Rewind about 2 years. We were short staffed (still are), behind on updates and upgrades and trying our best to get rid of legacy and unsecure infrastructure. After months of work, things were getting close to the finish line. Systems were running great and we were feeling quite safe and secure.
It all came to a sudden halt when someone said the service desk phone was ringing off the hook and no one could log in. I tried myself, and not only could I not log in, I couldn’t ping or lookup most of the VM’s on the network. I rebooted one of my workstations and received a 169 address. I knew right away I was in trouble.
I could tell DCHP was having issues on my desktop, but on my second PC I could still ping most of the servers with static IP’s. This told me DNS was also down. Great I thought at 4PM on a Friday.
We continued to do some troubleshooting and it ended up much worse. It turns out someone decided to put a VERY large file in the sysvol folder to replicate it without confirming the room. All 4 Domain Controllers went offline, but not only that, ended up in a VERY bad state. After doing some troubleshooting it was time to do my first DC restore.
Veeam being non domain joined was a life saver. I had no issues logging in. This led me to my next issue. The restores were failing each time. I think the stress of 6 people hovering over me and a few thousand not able to work had me rushing which ended up wasting about 10 more minutes until I realized everything in Veeam was using hostnames and DNS.
Lucky for me, I always fear the worst and had an offline copy of the physical servers, file servers, DC’s, and important infrastructure IP addresses on a physical printout. After modifying the hosts file I was able to restore the DC’s. Veeam support was excellent helping me get the first DC up and running and restore the ability for users to start working again. After doing a bit more research I found a security guy added a huge password file to sysvol for a password policy on the DC’s. I mean a HUGE file. He learnt a valuable lesson that day.

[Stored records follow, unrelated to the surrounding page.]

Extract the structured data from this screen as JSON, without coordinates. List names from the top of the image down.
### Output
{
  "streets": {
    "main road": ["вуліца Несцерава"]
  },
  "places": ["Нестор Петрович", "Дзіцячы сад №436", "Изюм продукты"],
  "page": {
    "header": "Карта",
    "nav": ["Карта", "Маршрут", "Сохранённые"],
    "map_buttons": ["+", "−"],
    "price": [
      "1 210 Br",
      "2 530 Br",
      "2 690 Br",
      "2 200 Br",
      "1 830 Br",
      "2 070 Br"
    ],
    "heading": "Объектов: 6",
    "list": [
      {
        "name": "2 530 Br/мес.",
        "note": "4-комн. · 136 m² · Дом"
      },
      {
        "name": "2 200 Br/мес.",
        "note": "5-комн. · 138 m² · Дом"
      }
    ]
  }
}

I learnt something this day as well. Even when everything is done using best practices, things can always surprise you and be improved. The ultimate best practice is learning from something and preparing for the next time.
I now have a few things added to my DR/Backup planning that I’d recommend as part of a best practice solution to everyone.

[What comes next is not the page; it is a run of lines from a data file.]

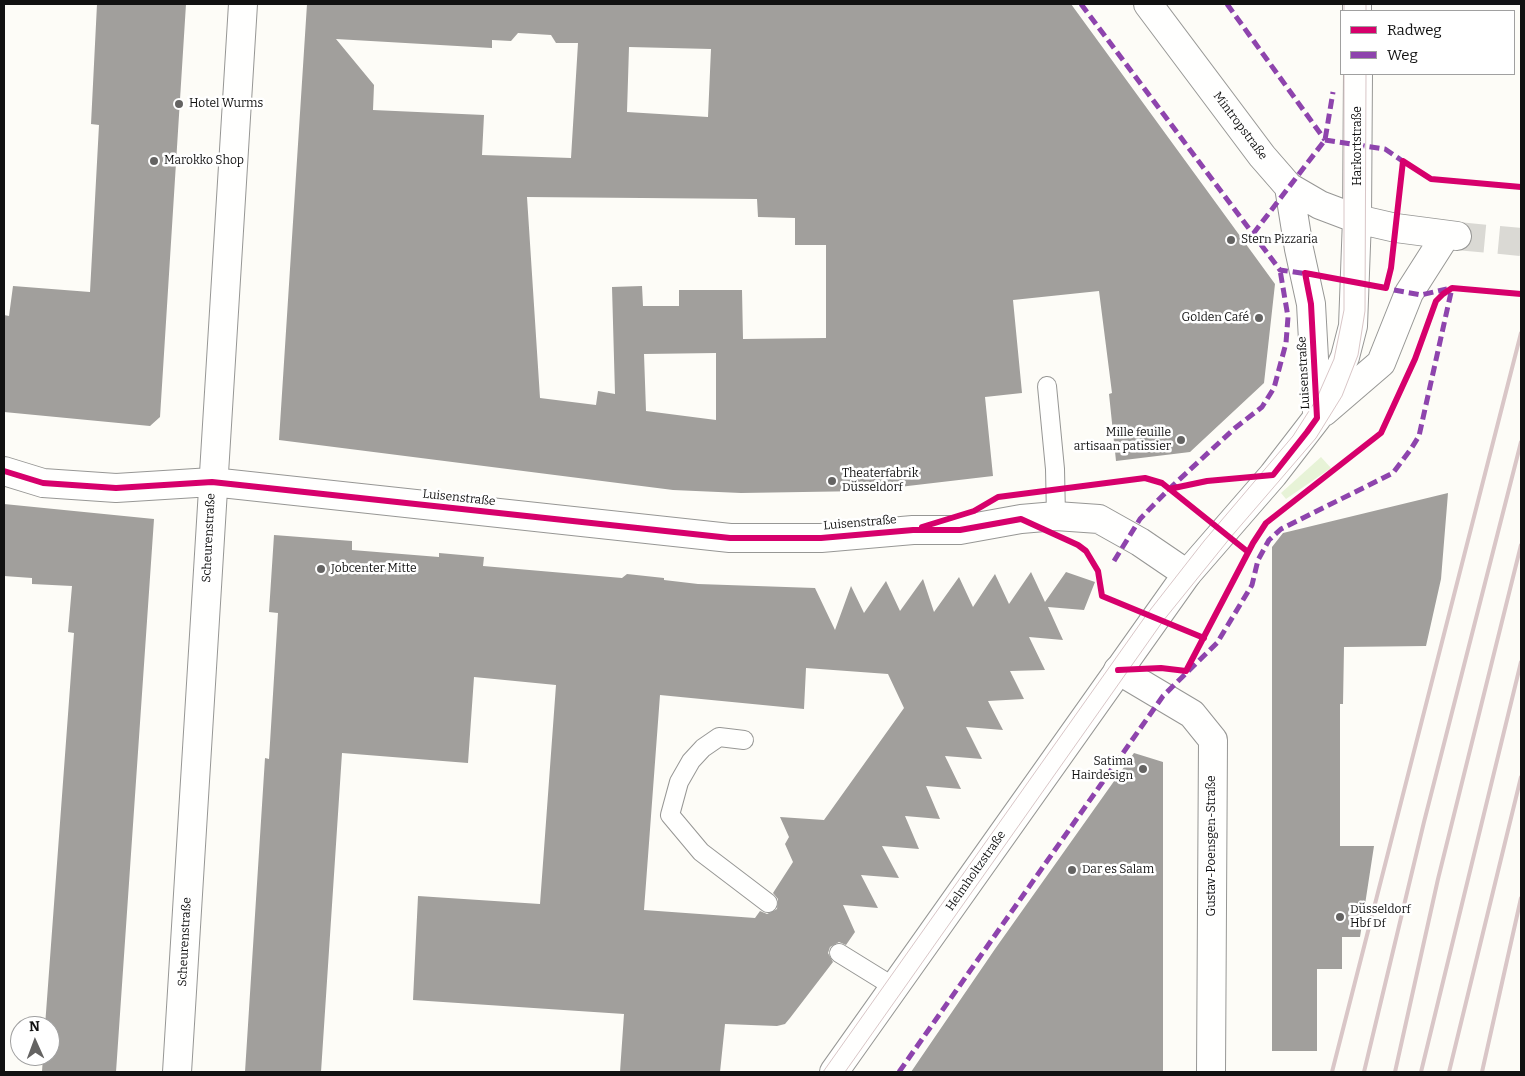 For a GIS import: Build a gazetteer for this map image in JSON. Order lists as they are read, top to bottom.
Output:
{
  "streets": {
    "street": [
      "Mintropstraße",
      "Harkortstraße",
      "Luisenstraße",
      "Scheurenstraße",
      "Gustav-Poensgen-Straße",
      "Helmholtzstraße"
    ]
  },
  "crossings": [
    ["Mintropstraße", "Harkortstraße"],
    ["Mintropstraße", "Luisenstraße"],
    ["Harkortstraße", "Luisenstraße"],
    ["Luisenstraße", "Scheurenstraße"],
    ["Luisenstraße", "Helmholtzstraße"],
    ["Gustav-Poensgen-Straße", "Helmholtzstraße"]
  ],
  "places": [
    "Hotel Wurms",
    "Marokko Shop",
    "Stern Pizzaria",
    "Golden Café",
    "Mille feuille artisaan patissier",
    "Theaterfabrik Düsseldorf",
    "Jobcenter Mitte",
    "Satima Hairdesign",
    "Dar es Salam",
    "Düsseldorf Hbf Df"
  ],
  "legend": ["Radweg", "Weg"],
  "north": "top"
}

-Have a list of physical and other critical infrastructure IP addresses on a physical piece of paper.
That IPAM application doesn’t do well when you can’t log into the PC or forget it’s IP address.
-Create hosts files listing all critical infrastructure. Save multiple copies on your Veeam servers to save significant time in an outage. I store a copy on the proxies, repos, and main Veeam server. You don’t have to use it all the time, but just having it is important. Make sure to include at least the following.
-ESXI Hosts
-vCenter Servers
-Veeam Proxies
-Veeam server
-Veeam Repos
-SQL servers used by Veeam
(Included FQDN and Hostnames if you are extra paranoid)
Those last 2 steps will shave off 2-3 hours of wasted time if I need to do this again. Even if I have to put a static IP on my workstation to access Veeam now I can. When you don’t know the IP of your IP Management Database, or anything else, things will not end well.
Thanks again to Veeam, and Veeam support. I came out of this one a hero.